1 2 3 4 5 6 ... 31 32


— Ещё со времён Бреса, когда фоморы сражались с нашими богами, их короли не выглядели, как ты выразилась, толсторукими уродами. Брес же, по описаниям, был невероятно красив. Но их красота – лишь защитная оболочка, внутри они жадные и жестокие существа.
       — Но почему король отозвал свою армию? Я слышала его голос, это он тогда отдал приказ, и толсторукие покинули наше судно. И ещё я видела, что он смотрел на меня.
       Я не стала уточнять, что в тот момент кто-то из них тащил меня к лестнице и что их король, по всей видимости, вообще не спускал с меня глаз, то есть одного глаза. Ни к чему пугать брата такими подробностями, а то он не только в цитадель, но и за ворота меня не выпустит.
       — Этого мы не знаем, — сказал Аадрион, прочёсывая пальцами волосы ото лба к затылку, что намекало на его волнение, — но в любом случае дело здесь нечисто, фоморам что-то нужно, они преследуют конкретную цель, а не просто традиционно грабят и убивают.
       
       Дариен отправился в Зеелонд тем же вечером. По его сосредоточенному взгляду я поняла — что-то произошло, но он только отмахнулся от моих вопросов. Мне, конечно, хотелось бы пойти с ним, но он не позвал, а напрашиваться я не стала. Дариен — правитель эльфийских земель, это примерно как губернатор области, а я тут невольно заявилась и хочу, чтобы он со мной возился. Нет, нужно быть взрослой и максимально самостоятельной. Но как? Без знания языка мне не выйти за пределы замка без сопровождения. Ради одного этого мне бы стоило посетить цитадель магии.
       Когда мы пришли в комнату Кона снова, он сказал, что необходимо начать с тренировки концентрации, отвёл меня в небольшую каморку, поставил на стол какое-то растение с круглыми мохнатыми листьями в зелёном глиняном горшке, объяснил, что я должна смотреть на этот цветок до тех пор, пока не увижу, как на тонком стебельке распустится едва заметный, похожий на мелкую розовую бусинку бутон, и посоветовал папе не мешать моей тренировке.

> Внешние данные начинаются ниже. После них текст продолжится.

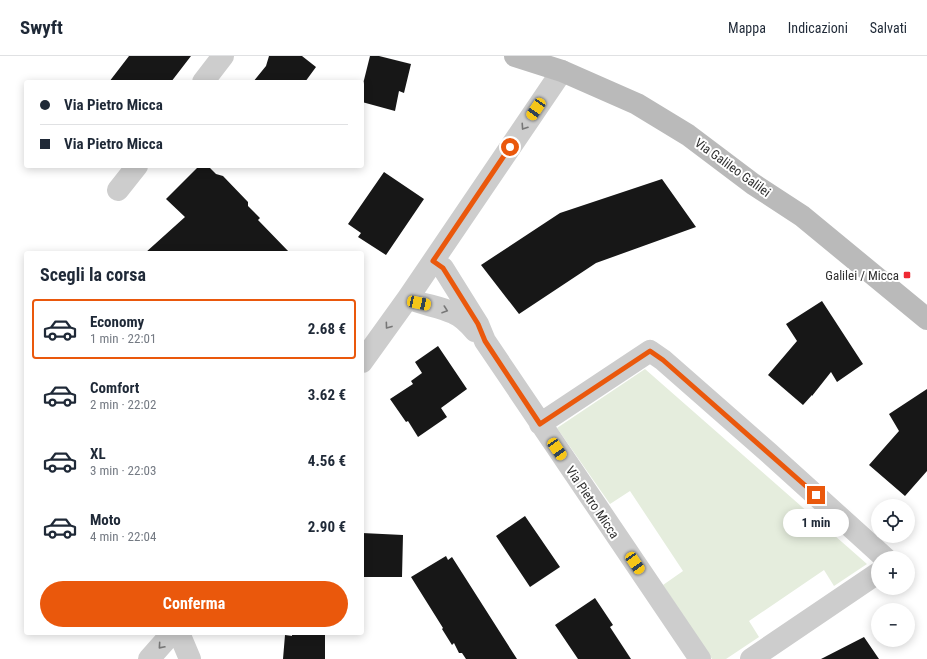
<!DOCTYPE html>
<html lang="it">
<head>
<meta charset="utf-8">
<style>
  :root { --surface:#fff; --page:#f2f2f3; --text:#1f2937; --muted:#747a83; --line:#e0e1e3; --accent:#ea580c }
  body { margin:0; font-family:"Roboto Condensed",sans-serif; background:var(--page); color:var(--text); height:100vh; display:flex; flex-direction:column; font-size:15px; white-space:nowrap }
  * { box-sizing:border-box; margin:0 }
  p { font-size:13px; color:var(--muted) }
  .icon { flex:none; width:22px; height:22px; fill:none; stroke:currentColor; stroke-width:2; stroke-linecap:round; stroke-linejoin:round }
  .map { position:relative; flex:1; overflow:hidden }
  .sheet { position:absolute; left:24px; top:195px; width:340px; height:384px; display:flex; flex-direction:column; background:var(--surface); border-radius:4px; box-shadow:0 2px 10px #0003 }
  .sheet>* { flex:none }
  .guide { position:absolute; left:24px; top:24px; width:340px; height:88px; border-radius:4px; box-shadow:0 2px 10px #0003; display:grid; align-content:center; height:88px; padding:0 16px; background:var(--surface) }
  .fabs { position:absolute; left:871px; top:443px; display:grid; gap:8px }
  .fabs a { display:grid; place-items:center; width:44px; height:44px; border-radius:50%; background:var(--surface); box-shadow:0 2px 10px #0003; font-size:20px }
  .end { position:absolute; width:18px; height:18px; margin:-9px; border:5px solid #ea580c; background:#fff; box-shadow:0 0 0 2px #fff }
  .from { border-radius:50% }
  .bubble { position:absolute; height:28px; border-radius:14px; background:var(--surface); box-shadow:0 2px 10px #0003; font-size:13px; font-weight:700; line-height:28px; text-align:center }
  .car { position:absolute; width:12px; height:24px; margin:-12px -6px; border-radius:5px; box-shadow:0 0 3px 1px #0007; background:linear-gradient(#f5c518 24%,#345 0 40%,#f5c518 0 76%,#345 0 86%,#f5c518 0) }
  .guide b { display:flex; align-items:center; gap:14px; height:38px; font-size:15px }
  .guide b+b { border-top:1px solid var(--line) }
  .guide i { width:10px; height:10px; background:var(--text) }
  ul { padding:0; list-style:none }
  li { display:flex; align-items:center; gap:12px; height:60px; margin:0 8px 6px; padding:0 8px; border:2px solid transparent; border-radius:4px }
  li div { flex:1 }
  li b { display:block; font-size:15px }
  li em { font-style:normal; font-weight:700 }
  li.selected { border-color:var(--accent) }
  li>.icon { width:36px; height:36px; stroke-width:1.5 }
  h2 { padding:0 16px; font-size:18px; line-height:48px }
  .primary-button { display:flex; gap:8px; margin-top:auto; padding:8px 16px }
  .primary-button a { flex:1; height:46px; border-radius:24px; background:var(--accent); color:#fff; font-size:16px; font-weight:700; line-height:46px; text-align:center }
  header { display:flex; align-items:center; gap:24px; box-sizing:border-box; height:56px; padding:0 20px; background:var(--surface); border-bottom:1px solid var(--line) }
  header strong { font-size:19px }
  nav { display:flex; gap:22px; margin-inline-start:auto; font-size:14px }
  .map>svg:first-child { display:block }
</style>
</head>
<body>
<header>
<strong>Swyft</strong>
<nav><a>Mappa</a><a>Indicazioni</a><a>Salvati</a></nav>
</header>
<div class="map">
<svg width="927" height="603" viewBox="0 0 927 603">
  <rect width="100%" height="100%" fill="#fff"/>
  <!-- green -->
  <path fill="#e5eddd" d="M645,313L867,508L834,530L824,514L749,565L759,581L726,603H712L663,529L683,515L630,435L610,448L557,372Z"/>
  <!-- building -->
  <path fill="#171717" d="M129,0H191L171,26H109Z
    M269,0H302L316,11L305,26H253L266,10Z
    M370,0H379L411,8L404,37L399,35L395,55L362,46V32Z
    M199,110H208L216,118L223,120L248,146V150L260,162L258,164L290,197H145L185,161L166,143Z
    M384,116L424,143L386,199L358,181L361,177L348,168Z
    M662,123L696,171L596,207L519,258L481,209L560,157Z
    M822,245L863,308L837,326L831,316L812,340V339L803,349L768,319L797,285L786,268Z
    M438,290L467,333L441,352L447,361L418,381L408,365L406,366L390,343L413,328L411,325L422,317L415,306Z
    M927,333V415L905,440L869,409L899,375L889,358Z
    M525,460L560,511L530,531L496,480Z
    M362,477L403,479L402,521H362Z
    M446,500L448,504L452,501L517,603H466L462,597H459L454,587L452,589L442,573L443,572L411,521Z
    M595,542L613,569L610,571L631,603H578L555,569Z
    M292,577H325V603H283L285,579L292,580Z
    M864,581L879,603H821Z"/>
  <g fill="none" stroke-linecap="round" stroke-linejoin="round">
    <!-- street -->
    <path stroke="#cdcdcd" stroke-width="22" d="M203,26L223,0
      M118,134L137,110
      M433,205L443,212L478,268L485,285L700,603
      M408,242C422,249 439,250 453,257C462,260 469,268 475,275
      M362,306L408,242L562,15
      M540,368L650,295L663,304L769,397L885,502
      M179,577L190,603
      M149,603L172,577
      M751,603L878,517"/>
    <!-- secondary -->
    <path stroke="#bababa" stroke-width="22" d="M515,0L562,15L637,48L688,79L753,128L802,160L927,263"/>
  </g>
  <!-- one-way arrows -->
  <defs><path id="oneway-chevron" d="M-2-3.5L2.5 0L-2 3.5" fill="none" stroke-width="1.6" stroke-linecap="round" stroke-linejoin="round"/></defs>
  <g stroke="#777">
    <use href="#oneway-chevron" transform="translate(524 71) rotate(124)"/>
    <use href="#oneway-chevron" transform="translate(445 254) rotate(19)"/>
    <use href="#oneway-chevron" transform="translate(388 270) rotate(126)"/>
    <use href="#oneway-chevron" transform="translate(161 590) rotate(131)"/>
  </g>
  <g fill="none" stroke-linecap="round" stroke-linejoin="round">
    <!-- route -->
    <path stroke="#ea580c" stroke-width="5" d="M510,91L433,205L443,212L478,268L485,285L540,368L650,295L663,304L816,439"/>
  </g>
  <!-- markers -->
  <rect fill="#ef2933" stroke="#fff" stroke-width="1.5" x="903" y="215" width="8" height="8" rx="2"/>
  <g text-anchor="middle" stroke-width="4" stroke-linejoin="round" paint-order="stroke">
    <!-- street labels -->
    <g font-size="13" fill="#303030" stroke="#fff">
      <text transform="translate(733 111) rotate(36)" y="5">Via Galileo Galilei</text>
      <text transform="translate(593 446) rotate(56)" y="5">Via Pietro Micca</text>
    </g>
    <!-- poi labels -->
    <g font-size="13" fill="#303030" stroke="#fff" text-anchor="end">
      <text x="899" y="224">Galilei / Micca</text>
    </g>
  </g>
</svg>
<div class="fabs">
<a><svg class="icon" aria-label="locate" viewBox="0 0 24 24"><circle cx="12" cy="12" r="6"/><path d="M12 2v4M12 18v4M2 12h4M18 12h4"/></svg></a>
<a>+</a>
<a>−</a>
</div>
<i class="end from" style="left:510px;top:91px"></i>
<i class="end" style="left:816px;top:439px"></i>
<div class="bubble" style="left:783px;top:453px;width:66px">1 min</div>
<i class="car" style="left:536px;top:53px;rotate:214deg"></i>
<i class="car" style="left:419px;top:247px;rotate:102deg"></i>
<i class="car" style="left:557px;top:393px;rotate:146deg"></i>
<i class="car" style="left:635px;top:507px;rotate:146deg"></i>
<div class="guide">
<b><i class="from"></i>Via Pietro Micca</b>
<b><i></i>Via Pietro Micca</b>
</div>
<section class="sheet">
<h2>Scegli la corsa</h2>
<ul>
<li class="selected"><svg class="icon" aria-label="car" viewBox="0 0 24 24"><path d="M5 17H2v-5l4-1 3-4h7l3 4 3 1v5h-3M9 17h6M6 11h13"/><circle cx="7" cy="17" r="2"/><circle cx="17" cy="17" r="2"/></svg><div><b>Economy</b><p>1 min · 22:01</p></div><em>2.68 €</em></li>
<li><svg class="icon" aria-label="car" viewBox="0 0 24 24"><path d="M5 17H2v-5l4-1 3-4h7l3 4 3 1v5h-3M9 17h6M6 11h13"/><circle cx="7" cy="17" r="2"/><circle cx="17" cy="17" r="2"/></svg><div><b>Comfort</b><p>2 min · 22:02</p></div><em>3.62 €</em></li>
<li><svg class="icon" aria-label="car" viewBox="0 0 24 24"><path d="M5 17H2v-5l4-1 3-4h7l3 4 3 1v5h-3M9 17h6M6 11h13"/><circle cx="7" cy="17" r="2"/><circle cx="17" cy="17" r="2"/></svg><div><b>XL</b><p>3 min · 22:03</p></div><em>4.56 €</em></li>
<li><svg class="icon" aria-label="car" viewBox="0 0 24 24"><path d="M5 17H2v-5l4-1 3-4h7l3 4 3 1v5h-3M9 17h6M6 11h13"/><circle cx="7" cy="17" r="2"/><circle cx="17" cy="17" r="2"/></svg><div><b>Moto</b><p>4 min · 22:04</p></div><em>2.90 €</em></li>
</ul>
<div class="primary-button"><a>Conferma</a></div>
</section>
</div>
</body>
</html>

       Папа усмехнулся, похлопал меня по плечу, пожелал приятного урока и ушёл, а я сосредоточилась на растении. Каждый его листочек покрывали тысячи коротких ворсинок и тысячи мелких пупырышков под ними. На нижней белой стороне листа выступали чёткие прожилки, как вены на папиных руках. По венам я плавно перешла к папиному лицу — к сеточке морщинок возле глаз, к улыбке, делающей папу похожим на мальчика. А вот Аадрион редко улыбался, и улыбка не молодила его, наоборот, превращала в мудреца, спустившегося с небес и снисходительно посматривающего на суетливый народец. Улыбка Дариена перекрыла все образы, а я подпёрла голову рукой, потому что почувствовала, как начинаю таять сладким крем-брюле под солнцем. Смеющиеся глаза Дариена вскоре помрачнели, заставив на небе сомкнуться тучи, я ощутила дрожь, но потянулась пальцами к его щеке, а когда коснулась её, то это оказалось не его щекой, а щекой смотрящего на меня одним тёмным глазом короля фоморов.
       — Мира, — кто-то потрепал меня за плечо, и я встрепенулась.
       Неужели заснула? Вот позорище! Бросив взгляд на цветок, я увидела, что бутон уже распустился и поигрывал алыми лепестками в свете взлетевшего к облакам Птухайла.
       Кон покачал головой, но глаза его улыбались.
       — До встречи после рассвета, — протянул он, точно спел строчку из песни.
       Я смутилась.
       — Простите, Кон, до встречи, — промямлила в ответ и вышла, сгорая от стыда. Так опозориться в первый день занятий.
       — Да какой из меня маг, — поплакалась я папе, когда мы сидели в маленькой столовой возле кухни вдвоём и поглощали сыр со свежими овощами и зеленью, которые я запивала водой, а папа – чем-то подозрительно розовым из плетёной бутылки. — У меня не получилось сконцентрироваться на цветке, чтобы увидеть, как распускается бутон.
       — А год назад ты владела мечом или хотя бы думала, что когда-либо возьмёшь его в руки? – спросил папа и посмотрел мне в глаза.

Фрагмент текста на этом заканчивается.